MATERIAL FOR THE TASK:
=== Section Start ===
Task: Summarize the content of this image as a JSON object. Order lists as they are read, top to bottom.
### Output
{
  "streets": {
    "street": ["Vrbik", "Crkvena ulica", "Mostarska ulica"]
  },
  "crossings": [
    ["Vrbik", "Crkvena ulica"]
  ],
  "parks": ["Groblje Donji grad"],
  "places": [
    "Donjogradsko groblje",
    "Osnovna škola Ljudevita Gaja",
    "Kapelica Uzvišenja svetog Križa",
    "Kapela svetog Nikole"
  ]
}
=== Section End ===
=== Section Start ===
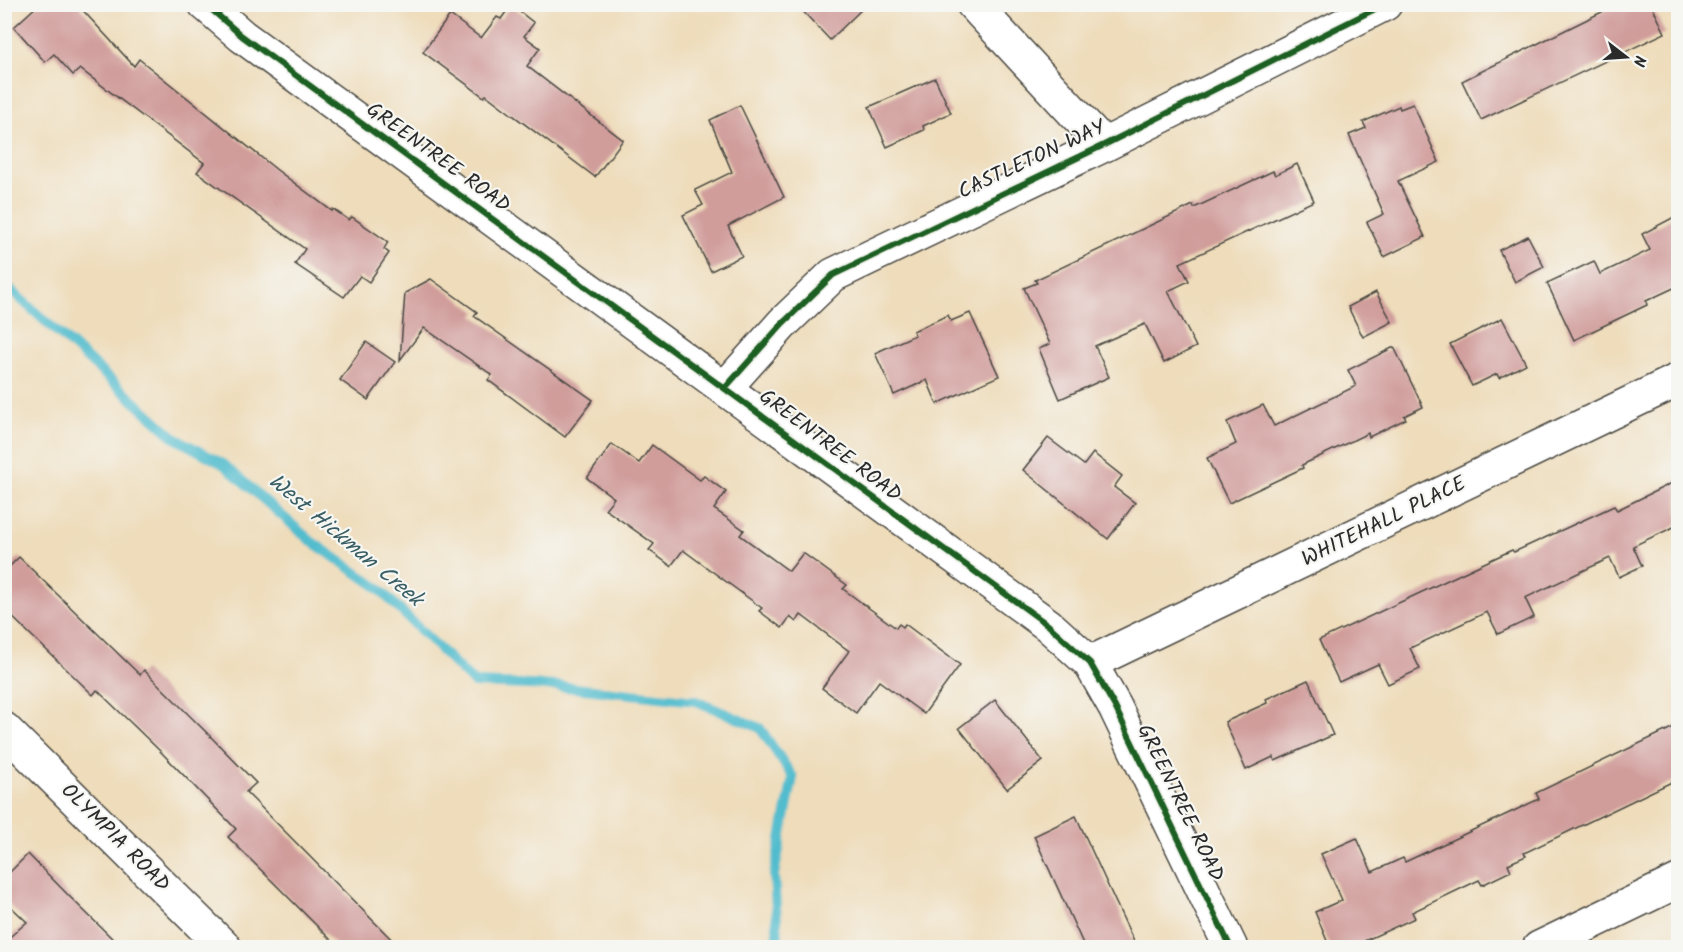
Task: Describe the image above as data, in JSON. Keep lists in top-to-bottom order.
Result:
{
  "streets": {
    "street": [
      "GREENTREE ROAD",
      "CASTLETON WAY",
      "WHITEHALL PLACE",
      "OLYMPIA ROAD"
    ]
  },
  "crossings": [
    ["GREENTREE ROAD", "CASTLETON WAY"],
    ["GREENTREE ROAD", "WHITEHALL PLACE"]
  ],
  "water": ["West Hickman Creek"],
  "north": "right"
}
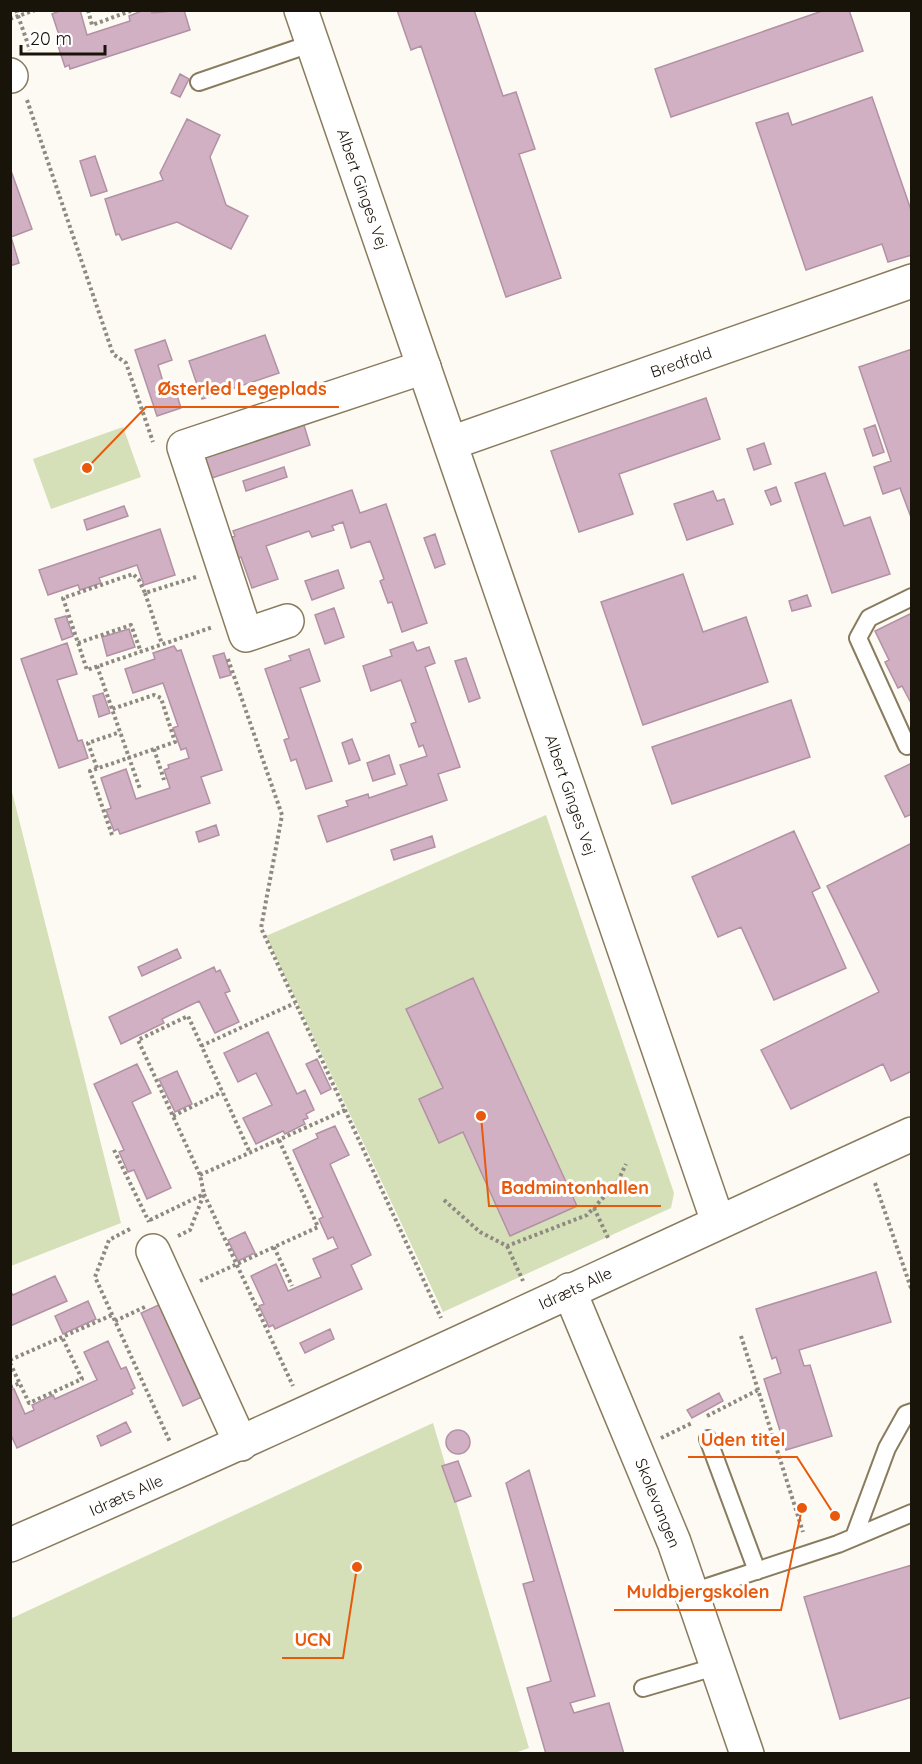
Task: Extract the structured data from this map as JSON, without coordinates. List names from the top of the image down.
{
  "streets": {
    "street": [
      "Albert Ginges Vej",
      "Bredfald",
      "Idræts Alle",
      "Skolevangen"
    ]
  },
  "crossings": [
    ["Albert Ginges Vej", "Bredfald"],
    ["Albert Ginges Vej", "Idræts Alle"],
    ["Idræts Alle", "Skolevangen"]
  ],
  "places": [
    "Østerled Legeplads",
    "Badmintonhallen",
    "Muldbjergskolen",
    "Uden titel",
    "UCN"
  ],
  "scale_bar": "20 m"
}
=== Section End ===
=== Section Start ===
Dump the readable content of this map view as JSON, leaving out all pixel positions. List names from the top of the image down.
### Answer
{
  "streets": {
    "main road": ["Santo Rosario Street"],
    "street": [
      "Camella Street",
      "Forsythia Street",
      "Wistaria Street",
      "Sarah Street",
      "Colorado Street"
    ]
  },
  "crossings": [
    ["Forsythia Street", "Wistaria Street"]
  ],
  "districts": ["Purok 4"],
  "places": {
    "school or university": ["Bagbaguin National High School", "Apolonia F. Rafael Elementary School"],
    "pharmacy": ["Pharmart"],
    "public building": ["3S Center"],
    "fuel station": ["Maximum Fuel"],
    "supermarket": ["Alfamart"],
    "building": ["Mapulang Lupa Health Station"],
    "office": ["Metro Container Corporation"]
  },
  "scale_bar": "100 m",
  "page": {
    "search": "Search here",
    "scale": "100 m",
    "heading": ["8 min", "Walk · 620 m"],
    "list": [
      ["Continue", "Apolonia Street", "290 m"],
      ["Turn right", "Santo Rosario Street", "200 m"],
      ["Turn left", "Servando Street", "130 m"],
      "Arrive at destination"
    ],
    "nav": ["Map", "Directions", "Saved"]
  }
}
=== Section End ===
WHAT YOU WILL DO: Work through the material above. Then report how many of its lines contain "bottom", and only that.

TASK OUTPUT: 2